1 in 650 Korean seniors pick up cardboard: data

July 10, 2024 - 14:43 By Shin Ji-hye

A senior citizen drags a handcart full of cardboard through the streets of Seoul. (Yonhap)

Older local residents pushing carts laden with discarded cardboard on the street have become a poignant symbol of South Korea’s elderly poverty crisis. These individuals roam the streets collecting cardboard boxes to sell to recycling centers.

According to the Ministry of Welfare on Wednesday, at least 1 out of every 650 South Koreans aged 65 or older engage in the activity to make a living. Between February and May this year, there were 14,831 such individuals.

Their average monthly income, encompassing state livelihood subsidies and pension, stood at 766,000 won ($553). However, it was not disclosed how much of this income comes specifically from cardboard scavenging.

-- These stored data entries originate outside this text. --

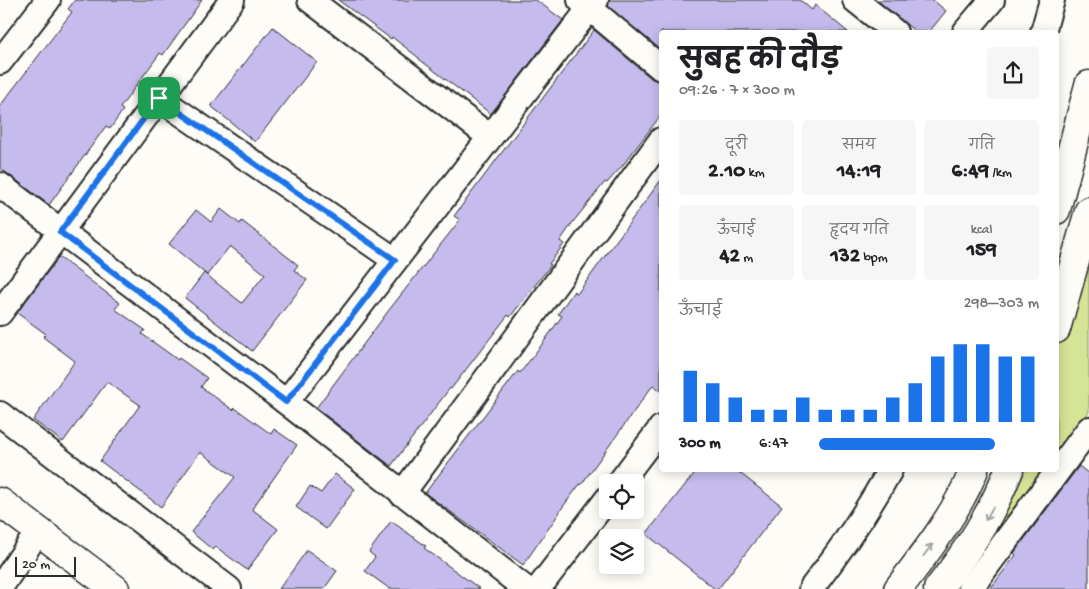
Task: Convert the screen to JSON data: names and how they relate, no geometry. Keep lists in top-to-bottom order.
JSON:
{
  "scale_bar": "20 m",
  "page": {
    "heading": ["सुबह की दौड़", "09:26 · 7 × 300 m"],
    "stats": [
      ["दूरी", "2.10 km"],
      ["समय", "14:19"],
      ["गति", "6:49 /km"],
      ["ऊँचाई", "42 m"],
      ["हृदय गति", "132 bpm"],
      ["kcal", "159"]
    ],
    "chart": ["ऊँचाई", "298–303 m"],
    "list": [
      {
        "name": "300 m",
        "note": "6:47"
      }
    ],
    "scale": "20 m"
  }
}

Their average age was 78.1 years old.

These are the findings of the ministry’s first nationwide survey on cardboard collectors in the country, compiling and analyzing data from the country’s 229 local administrative entities, including city or county governments.

By region, Seoul had the largest number of older people collecting discarded paper boxes, at 2,530, followed by Gyeonggi Province with 2,511, South Gyeongsang Province with 1,540 and Busan with 1,280.

Regarding their total personal wealth, those with assets of less than 25 million won comprised the largest group, making up 25.2 percent. This was followed by those with assets from 50 million won up to 100 million won at 19.9 percent, and those with assets between 100 million and 150 million won at 13.7 percent.

The largest age group was those 80-84 years old, who were 28.2 percent, followed by the 75-79 age group at 25.2 percent and 70-74 at 17.6 percent.

Poverty plaguing the senior population is a chilling problem in South Korea, even as the country boasts the world’s 13th-largest economy and a per-capita income of $33,745, which ranks No. 22 globally.

According to the Organization for Economic Cooperation and Development, the nation’s elderly poverty ratio – the proportion with less than half of the median income – stood at 40.4 percent in 2020. The figure was the highest among the 37 OECD members it researched and 2.8 times as higher than the 14.4 percent that is the average for the G5 advanced economies of the US, Japan, the UK, France and Germany.